Copy dbs to a good place so the demo script can find them during training and testing
root@XX:/www/database#cp result.json /www/database/db
Training
Go to the directory with all training images you are going to use.
root@XX:/www/database/training# ls
001 002
Make sure the representations are generated before and the db files are copied to /www/database/db
. Execute the demo script to train.
root@XX:/www/database/training#python openface_demo.py -a train --dbpath="/www/database/db"
[TOOLS] DataFrame is written to ./picked_rep.json
Map of target - int is written to ./mapping.json
[ML] GridSearchCV for: [{'kernel': ['rbf'], 'C': [0.1, 1, 10, 100, 1000], 'gamma': [0.0001, 0.0005, 0.001, 0.005, 0.01, 0.1]}]
0.42888 seconds to find best parameters - train
[ML] Best parameters are: {'kernel': 'rbf', 'C': 1, 'gamma': 0.1}
precision recall f1-score support
0 0.95 0.91 0.93 22
1 0.93 0.96 0.95 27
avg / total 0.94 0.94 0.94 49
[ML] Accuracy: 0.93878 (+/- 0.07070)
[ML] Re-fit model with the full dataset
[ML] Model is saved to ./SVC.pkl
simdat.core.ml will split the data into a training set (70%) and a validation set (30%) automatically. After finding the best parameters using both the training and validation sets with GridSearchCV, the whole set of data is used to re-train the model with the best parameters.
mapping.json stores a dictionary of true label used during training vs class fetched from image path. To re-use the trained model, keep SVC.pkl and mapping.json to somewhere safe. You can also choose different classifiers other than SVM.SVC.
Testing
Demo.act_test will try to find all faces in one image and return the calculated recall and precision rates. Before you start testing, again, make sure the representation db is generated for the testing images.
Go to the directory with all testing images you are going to use.
root@XX:/www/database/testing# ls
001 002
Execute the demo script to test.
root@XX:/www/database/testing#python openface_demo.py -a test --dbpath="/www/database/db" --mpf='/www/database/training/mapping.json' --model-path="/www/database/training/" -p 0.3
[openface_demo] Recall = 0.99
[openface_demo] Precision = 0.97
[openface_demo] Images with roi are saved to /www/experiments/20160316
Prediction
There is no need to pre-generate facenet representation for the face images used for prediction.
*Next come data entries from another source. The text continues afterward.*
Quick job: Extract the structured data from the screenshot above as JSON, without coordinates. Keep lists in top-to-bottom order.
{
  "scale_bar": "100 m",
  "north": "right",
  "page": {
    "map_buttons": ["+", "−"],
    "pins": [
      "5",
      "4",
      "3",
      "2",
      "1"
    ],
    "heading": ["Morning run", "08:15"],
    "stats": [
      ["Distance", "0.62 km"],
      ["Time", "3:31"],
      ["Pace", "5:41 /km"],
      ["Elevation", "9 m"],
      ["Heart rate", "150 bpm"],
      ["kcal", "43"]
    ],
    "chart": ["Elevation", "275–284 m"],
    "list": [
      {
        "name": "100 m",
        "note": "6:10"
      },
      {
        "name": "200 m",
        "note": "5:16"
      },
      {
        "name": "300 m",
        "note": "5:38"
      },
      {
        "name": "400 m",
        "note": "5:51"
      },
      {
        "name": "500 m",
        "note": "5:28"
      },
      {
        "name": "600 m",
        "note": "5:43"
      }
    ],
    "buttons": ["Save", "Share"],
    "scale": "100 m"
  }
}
It assume the number of images feed into the demo script for prediction will not be large (use -a test if you have a big batch of images).
Put all face images you are going to predict in one directory.
root@XX:/www/database/prediction# ls
490dc1b86a952.jpg
5020842581465.jpg
Execute the demo script to predict.
root@XX:/www/database/testing#python openface_demo.py -a predict --mpf='/www/database/training/mapping.json' --model-path="/www/database/training/" --workdir='/www/database/prediction'
[oftools] Calculating rep for /www/database/test/490dc1b86a952.jpg
[oftools] Calculating rep for /www/database/test/5020842581465.jpg
0.00025 seconds to predict 128 data entries
[openface_demo] Parsing /www/database/test/490dc1b86a952.jpg
2
0.00017 seconds to predict 128 data entries
[openface_demo] Parsing /www/database/test/5020842581465.jpg
2
Compare face images
There are two ways to compare face images, to compare all images in the given directory (method 1) or to compare two images with given paths (method 2).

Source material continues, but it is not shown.